High gilt-based ERCs
He said: “I attended a recent workshop on gilt-based ERCs along with many other brokers.
“None of the three lenders using gilt calculations for their ERCs could offer any solid justification for such high gilt-based maximum penalties, while fixed ERCs as low as five per cent of the loan for five years followed by just three per cent for the next three years are available elsewhere.”
“There are two huge criticisms of lifetime mortgages on social media – the potentially huge increase in rolled-up debts due to high rates of interest in the past, and ERCs for those trying to get out of the past high-rate deals now,” he added.
Wilson said: “The sooner we can start to show the ERC amounts reasonably mitigate some loss to the lender for early repayment, the better.”
If government pays for cladding, lenders will agree to mortgages – Star Letter 30/04/2021
This week’s comment was in response to the article: Cladding loan scheme should be abolished and paid for by industry and state, say MPs
Arron Bardoe said: “In what other world would the victim be expected to pay remediation?
“Where they are still trading, the developers should be fixing these problems or using their professional indemnity cover; and in turn they can sue the providers of the cladding if they remain in business.”
He added: “If the government does decide to alleviate owners of the costs, it may help lenders to agree their mortgages, as they currently factor in the cost of any future works when considering applications.”
AR fees will result in more costs and red tape for rule-abiding firms – Star Letter 23/04/2021
The first comment was to the story: FCA announces £10m fee for networks to tackle AR oversight failures
Paul Smulovitch said: “For the average appointed representative who represents no risk and follows rules diligently, this is just more cost and likely to be even more red tape when time is already precious.”
Facing ‘keyboard warriors’
The second comment came from Andy Wilson, under the article: Banter and bullying or community and kindness: five brokers open up about life on social media
Wilson said: “I post quite heavily on LinkedIn, and occasionally on my own Facebook business page, but Twitter has for me fallen a bit by the wayside.
“However, there are a lot of companies advertising for equity release on Facebook, and many of them are lead generation companies for equity release products.”
He added: “Almost inevitably, there will be anything up to 100 or more posts which are knee-jerk reactions from people who clearly do not understand the modern products, with flexible features and benefits.
“’Don’t do it’ and ‘it’s a con’ they cry.

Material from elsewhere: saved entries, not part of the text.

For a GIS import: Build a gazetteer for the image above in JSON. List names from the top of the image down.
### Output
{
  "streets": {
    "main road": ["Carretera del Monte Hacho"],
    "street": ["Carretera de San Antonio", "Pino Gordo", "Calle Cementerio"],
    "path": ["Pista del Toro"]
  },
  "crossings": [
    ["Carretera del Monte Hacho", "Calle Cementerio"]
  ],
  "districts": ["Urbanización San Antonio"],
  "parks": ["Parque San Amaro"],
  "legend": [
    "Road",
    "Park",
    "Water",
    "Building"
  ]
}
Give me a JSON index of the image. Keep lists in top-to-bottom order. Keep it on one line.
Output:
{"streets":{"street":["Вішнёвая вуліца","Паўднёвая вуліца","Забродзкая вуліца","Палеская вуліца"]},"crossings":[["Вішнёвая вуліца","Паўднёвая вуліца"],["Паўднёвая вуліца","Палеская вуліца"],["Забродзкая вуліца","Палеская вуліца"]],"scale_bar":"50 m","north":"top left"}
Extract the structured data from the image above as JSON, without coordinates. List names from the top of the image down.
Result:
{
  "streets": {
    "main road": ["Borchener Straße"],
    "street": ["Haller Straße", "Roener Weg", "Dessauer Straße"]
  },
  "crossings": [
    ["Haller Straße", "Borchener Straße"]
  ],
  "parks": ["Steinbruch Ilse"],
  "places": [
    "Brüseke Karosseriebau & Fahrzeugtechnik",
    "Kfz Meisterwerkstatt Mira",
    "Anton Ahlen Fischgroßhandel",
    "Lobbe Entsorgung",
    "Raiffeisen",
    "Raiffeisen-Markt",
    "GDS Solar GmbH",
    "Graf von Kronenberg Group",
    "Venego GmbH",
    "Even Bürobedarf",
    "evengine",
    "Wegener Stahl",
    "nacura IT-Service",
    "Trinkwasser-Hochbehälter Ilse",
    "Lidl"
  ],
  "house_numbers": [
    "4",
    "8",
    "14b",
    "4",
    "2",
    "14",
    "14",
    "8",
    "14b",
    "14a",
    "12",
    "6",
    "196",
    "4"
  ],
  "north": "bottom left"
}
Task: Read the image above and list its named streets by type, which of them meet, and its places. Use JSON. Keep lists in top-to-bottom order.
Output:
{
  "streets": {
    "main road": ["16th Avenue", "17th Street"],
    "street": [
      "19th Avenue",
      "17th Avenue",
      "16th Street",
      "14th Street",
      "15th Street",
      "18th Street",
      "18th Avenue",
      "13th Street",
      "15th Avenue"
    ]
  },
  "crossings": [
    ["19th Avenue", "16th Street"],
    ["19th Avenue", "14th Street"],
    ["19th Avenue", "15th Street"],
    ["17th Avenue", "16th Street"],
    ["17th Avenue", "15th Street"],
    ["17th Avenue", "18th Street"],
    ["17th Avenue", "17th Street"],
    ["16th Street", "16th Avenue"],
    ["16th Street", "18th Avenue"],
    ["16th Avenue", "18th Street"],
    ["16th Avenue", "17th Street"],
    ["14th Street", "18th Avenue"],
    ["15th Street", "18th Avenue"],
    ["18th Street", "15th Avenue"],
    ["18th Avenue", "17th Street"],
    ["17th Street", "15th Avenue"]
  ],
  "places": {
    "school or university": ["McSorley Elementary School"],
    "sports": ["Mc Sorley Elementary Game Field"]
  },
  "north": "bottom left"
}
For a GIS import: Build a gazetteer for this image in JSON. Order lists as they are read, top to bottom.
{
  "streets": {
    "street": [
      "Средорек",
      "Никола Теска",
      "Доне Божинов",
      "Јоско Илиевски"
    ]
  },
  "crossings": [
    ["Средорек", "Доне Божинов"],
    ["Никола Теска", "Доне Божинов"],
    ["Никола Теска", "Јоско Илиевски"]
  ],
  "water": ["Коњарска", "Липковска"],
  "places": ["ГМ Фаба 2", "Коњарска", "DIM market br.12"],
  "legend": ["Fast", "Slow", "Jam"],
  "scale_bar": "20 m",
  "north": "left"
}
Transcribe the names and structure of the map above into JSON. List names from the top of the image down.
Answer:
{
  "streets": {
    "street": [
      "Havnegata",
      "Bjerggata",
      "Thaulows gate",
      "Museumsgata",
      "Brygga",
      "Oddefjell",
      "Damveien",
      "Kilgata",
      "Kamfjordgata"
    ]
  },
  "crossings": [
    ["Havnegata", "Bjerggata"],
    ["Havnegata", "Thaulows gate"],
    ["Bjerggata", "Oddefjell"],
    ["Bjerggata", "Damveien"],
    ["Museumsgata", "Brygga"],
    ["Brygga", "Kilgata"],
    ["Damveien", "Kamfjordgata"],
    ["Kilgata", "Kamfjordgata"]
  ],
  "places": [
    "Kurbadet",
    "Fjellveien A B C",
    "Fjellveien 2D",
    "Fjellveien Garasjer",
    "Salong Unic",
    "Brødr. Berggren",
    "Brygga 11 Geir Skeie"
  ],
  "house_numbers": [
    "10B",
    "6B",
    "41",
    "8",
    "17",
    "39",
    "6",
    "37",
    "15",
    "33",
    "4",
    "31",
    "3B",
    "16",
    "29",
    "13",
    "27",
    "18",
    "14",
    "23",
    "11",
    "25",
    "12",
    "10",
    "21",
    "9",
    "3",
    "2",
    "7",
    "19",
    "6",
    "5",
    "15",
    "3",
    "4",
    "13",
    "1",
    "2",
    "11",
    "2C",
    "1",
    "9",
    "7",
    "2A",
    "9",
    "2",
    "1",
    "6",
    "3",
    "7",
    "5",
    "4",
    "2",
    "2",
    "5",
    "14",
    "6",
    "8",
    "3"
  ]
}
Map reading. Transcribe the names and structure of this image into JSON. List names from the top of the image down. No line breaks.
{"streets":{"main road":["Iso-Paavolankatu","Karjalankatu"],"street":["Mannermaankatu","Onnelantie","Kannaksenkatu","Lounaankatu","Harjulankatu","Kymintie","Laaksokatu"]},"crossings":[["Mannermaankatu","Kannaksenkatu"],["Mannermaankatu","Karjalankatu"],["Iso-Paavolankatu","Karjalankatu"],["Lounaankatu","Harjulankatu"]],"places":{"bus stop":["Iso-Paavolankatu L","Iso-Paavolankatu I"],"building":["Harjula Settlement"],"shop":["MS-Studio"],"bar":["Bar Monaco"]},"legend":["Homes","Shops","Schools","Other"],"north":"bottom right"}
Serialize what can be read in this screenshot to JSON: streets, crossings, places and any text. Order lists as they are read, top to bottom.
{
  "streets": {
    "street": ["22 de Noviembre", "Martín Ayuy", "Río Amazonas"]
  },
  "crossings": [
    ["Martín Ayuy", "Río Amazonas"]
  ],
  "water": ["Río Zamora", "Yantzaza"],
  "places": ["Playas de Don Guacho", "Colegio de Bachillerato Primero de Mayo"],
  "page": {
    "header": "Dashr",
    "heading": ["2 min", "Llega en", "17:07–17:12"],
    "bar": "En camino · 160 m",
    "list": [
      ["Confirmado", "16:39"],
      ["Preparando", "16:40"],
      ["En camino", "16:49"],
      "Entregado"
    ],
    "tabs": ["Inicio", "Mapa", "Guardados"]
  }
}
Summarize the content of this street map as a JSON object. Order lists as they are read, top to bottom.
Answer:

So, I challenge them. ‘Why do you feel like that?’ or ‘what makes you say that?’.”
Wilson said: “Those who bother to reply, and who aren’t simply keyboard warriors posting for a jolly, do state their arguments about it, but they are nearly always related to old non-regulated products with high exit charges, and bear no relation to the lifetime mortgages of today.
“I try to educate and explain, but it is an uphill struggle with some. Some are violently opposed.”
He added: “One poster was so incensed by the fact that I, as an adviser, had dared to challenge the seemingly popular view that all those involved with equity release should be hung, drawn and quartered, and even went so far as to post personal attacks on me, including a statement that he grouped me in with child molesters and paedophiles.
“My wife was horrified, but I simply reported the posts to Facebook and within 20 minutes they had deleted his posts and issued a warning.”
Wilson concluded: “Social media can be an offensive place. You just need to keep everything very polite and professional, and eventually some will realise you may actually be worth talking to after all.”
‘Welcoming back self-employed borrowers will not be as smooth as we like’ – Star Letter 16/04/2021
This week’s comment was in response to the story: Changing tax year means lenders can no longer put off self-employed borrowers – JLM.
Sox said: “It will surely be sensible for all lenders to still request the last three business bank statements, and I will certainly still be asking my clients for them.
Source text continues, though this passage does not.